THE RECORDS:
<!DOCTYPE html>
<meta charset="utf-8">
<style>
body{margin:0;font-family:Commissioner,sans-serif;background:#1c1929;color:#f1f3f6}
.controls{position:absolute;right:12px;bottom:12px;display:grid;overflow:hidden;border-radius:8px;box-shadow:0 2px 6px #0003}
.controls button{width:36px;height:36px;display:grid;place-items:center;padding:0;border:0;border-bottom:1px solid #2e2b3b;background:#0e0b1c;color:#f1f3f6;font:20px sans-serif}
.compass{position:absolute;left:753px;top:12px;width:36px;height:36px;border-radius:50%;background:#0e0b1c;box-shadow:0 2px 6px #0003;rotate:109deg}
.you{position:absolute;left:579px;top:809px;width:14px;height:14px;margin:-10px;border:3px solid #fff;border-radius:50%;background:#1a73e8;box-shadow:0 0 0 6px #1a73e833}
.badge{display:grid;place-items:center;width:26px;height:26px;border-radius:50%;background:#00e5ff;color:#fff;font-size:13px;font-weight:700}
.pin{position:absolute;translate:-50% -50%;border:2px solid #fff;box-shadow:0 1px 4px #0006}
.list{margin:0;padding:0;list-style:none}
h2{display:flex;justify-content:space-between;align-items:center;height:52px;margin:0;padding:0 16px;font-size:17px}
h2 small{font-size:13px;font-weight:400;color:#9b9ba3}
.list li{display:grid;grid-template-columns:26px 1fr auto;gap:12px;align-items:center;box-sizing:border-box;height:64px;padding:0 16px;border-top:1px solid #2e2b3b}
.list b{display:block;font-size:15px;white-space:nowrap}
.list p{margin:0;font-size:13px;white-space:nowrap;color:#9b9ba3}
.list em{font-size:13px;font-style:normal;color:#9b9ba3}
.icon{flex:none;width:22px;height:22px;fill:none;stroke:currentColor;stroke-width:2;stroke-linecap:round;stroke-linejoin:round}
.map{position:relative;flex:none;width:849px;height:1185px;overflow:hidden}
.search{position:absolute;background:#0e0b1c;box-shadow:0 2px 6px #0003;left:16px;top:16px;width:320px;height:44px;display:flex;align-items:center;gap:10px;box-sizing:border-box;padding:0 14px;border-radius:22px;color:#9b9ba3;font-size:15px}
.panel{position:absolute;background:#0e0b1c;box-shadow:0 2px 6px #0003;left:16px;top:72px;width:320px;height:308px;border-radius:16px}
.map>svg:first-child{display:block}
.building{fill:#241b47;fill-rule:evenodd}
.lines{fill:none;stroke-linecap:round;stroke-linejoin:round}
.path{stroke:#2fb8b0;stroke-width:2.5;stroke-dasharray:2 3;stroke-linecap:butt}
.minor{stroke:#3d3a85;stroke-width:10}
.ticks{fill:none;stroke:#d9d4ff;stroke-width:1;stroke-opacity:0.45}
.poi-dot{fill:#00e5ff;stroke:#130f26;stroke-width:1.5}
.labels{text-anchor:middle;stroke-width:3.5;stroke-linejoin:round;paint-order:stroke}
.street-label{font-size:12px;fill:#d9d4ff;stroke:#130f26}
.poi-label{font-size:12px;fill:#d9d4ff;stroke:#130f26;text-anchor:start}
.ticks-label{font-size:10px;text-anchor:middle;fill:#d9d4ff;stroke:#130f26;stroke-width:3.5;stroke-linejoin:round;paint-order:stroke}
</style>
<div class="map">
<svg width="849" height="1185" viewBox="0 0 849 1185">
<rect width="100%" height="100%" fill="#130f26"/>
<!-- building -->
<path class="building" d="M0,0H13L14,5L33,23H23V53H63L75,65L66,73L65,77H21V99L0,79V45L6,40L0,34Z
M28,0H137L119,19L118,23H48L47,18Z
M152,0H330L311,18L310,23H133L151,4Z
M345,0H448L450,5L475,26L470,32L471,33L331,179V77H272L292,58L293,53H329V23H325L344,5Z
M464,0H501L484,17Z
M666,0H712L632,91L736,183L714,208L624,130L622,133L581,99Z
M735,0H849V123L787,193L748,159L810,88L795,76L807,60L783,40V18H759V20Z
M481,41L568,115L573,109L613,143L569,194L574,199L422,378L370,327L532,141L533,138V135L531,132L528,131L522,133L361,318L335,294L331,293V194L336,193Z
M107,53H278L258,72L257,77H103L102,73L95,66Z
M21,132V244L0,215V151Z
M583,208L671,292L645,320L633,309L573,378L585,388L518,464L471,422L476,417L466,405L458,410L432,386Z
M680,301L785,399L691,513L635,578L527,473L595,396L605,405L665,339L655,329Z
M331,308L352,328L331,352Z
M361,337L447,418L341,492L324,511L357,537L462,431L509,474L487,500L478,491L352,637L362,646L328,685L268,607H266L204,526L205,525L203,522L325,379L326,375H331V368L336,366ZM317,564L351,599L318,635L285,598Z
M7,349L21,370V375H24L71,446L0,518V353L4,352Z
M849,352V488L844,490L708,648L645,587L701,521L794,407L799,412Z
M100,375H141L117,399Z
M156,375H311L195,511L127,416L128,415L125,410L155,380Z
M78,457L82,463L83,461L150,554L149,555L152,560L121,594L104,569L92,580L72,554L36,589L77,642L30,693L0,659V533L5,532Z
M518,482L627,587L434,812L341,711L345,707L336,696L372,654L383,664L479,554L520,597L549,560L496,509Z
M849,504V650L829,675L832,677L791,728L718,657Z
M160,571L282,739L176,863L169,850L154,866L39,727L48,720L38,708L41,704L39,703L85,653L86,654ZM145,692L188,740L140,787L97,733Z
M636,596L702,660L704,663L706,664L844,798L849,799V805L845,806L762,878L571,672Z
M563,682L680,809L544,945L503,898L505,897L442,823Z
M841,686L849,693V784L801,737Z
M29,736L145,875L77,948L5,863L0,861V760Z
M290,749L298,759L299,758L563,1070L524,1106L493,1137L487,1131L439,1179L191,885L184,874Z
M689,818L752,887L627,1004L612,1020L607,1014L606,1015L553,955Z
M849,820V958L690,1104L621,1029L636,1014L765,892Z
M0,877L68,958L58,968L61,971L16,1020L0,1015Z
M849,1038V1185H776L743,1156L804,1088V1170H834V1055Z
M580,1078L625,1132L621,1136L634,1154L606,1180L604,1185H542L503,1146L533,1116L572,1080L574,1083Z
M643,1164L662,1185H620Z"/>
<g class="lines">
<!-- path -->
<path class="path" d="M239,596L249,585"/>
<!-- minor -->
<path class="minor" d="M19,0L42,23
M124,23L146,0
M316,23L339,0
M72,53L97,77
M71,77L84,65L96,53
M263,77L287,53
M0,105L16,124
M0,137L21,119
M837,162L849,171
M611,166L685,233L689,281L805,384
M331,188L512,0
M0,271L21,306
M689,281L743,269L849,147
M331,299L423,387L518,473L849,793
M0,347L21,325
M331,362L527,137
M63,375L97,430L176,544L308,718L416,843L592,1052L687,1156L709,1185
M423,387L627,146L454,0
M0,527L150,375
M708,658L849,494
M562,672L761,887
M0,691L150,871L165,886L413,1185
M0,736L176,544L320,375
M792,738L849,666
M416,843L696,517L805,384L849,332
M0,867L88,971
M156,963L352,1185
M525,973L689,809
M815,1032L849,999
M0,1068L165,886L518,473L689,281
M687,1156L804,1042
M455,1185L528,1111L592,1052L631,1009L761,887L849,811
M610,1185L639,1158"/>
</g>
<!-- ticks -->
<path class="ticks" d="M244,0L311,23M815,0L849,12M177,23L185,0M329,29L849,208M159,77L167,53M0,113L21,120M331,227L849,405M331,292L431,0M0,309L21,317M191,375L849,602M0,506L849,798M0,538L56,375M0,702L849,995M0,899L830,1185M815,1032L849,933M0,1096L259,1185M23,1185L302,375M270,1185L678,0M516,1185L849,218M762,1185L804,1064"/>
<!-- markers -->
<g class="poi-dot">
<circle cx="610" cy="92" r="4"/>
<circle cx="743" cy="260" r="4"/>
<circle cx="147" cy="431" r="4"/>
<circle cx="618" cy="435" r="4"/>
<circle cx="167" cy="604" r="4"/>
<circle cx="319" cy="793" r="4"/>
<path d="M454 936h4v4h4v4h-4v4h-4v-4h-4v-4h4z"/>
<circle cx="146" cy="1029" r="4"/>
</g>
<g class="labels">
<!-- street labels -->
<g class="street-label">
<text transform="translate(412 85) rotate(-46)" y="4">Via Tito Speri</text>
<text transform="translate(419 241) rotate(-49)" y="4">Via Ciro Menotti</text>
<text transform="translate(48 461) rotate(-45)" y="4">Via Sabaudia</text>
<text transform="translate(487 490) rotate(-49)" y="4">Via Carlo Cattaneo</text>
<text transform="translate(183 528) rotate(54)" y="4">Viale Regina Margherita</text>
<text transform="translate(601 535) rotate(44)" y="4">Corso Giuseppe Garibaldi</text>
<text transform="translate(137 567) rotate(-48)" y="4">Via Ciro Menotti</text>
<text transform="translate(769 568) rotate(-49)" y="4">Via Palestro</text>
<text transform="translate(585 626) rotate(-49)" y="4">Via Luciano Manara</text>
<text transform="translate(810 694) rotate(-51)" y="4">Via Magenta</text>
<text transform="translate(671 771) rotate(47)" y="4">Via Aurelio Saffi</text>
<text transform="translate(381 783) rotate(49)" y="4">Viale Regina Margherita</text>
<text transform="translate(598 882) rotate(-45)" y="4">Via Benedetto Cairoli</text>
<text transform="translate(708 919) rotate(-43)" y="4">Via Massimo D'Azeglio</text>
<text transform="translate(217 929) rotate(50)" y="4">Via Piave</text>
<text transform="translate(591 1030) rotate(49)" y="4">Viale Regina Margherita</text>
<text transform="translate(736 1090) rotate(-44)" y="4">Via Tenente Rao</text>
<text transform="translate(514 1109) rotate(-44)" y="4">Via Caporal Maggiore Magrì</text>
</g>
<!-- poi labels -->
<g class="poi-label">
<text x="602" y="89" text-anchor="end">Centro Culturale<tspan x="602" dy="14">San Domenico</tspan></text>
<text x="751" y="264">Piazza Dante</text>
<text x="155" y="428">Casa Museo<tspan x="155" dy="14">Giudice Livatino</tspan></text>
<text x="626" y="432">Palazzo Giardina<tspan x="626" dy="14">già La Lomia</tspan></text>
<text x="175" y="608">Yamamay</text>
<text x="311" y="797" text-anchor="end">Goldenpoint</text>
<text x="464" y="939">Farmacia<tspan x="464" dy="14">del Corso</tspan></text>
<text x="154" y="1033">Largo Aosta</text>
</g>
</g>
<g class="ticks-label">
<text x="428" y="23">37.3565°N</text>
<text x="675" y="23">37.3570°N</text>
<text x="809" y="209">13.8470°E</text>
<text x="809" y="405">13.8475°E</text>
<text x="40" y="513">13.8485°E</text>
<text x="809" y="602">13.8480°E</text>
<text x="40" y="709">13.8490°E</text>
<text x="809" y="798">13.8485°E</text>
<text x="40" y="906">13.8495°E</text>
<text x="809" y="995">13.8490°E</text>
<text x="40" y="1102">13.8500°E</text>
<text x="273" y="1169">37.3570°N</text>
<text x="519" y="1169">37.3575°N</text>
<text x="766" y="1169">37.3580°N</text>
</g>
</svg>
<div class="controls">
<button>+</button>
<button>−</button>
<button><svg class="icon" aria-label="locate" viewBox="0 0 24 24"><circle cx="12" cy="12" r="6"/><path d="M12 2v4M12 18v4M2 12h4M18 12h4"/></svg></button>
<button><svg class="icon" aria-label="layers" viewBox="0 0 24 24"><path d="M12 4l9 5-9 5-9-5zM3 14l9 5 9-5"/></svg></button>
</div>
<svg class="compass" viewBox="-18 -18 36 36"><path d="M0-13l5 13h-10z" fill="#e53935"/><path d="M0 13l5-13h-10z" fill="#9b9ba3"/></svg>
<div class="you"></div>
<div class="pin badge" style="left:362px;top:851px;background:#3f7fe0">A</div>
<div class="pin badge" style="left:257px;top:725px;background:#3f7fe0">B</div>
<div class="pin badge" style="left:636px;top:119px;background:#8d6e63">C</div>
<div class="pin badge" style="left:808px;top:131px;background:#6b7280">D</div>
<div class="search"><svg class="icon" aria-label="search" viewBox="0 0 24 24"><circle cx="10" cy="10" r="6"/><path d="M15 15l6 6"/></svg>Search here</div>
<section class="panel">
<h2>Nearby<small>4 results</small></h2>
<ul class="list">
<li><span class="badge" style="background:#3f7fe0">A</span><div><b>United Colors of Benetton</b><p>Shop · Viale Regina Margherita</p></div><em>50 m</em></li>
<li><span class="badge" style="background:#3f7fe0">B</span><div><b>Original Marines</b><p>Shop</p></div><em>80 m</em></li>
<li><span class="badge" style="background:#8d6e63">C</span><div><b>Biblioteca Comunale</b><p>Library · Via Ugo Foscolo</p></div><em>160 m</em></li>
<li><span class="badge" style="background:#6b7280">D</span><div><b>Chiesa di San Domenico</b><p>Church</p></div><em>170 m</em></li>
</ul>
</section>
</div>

YOUR OBJECTIVE:
Only a number is needed: how many lines of the material above contain "place"?

OUTPUT BELOW:
2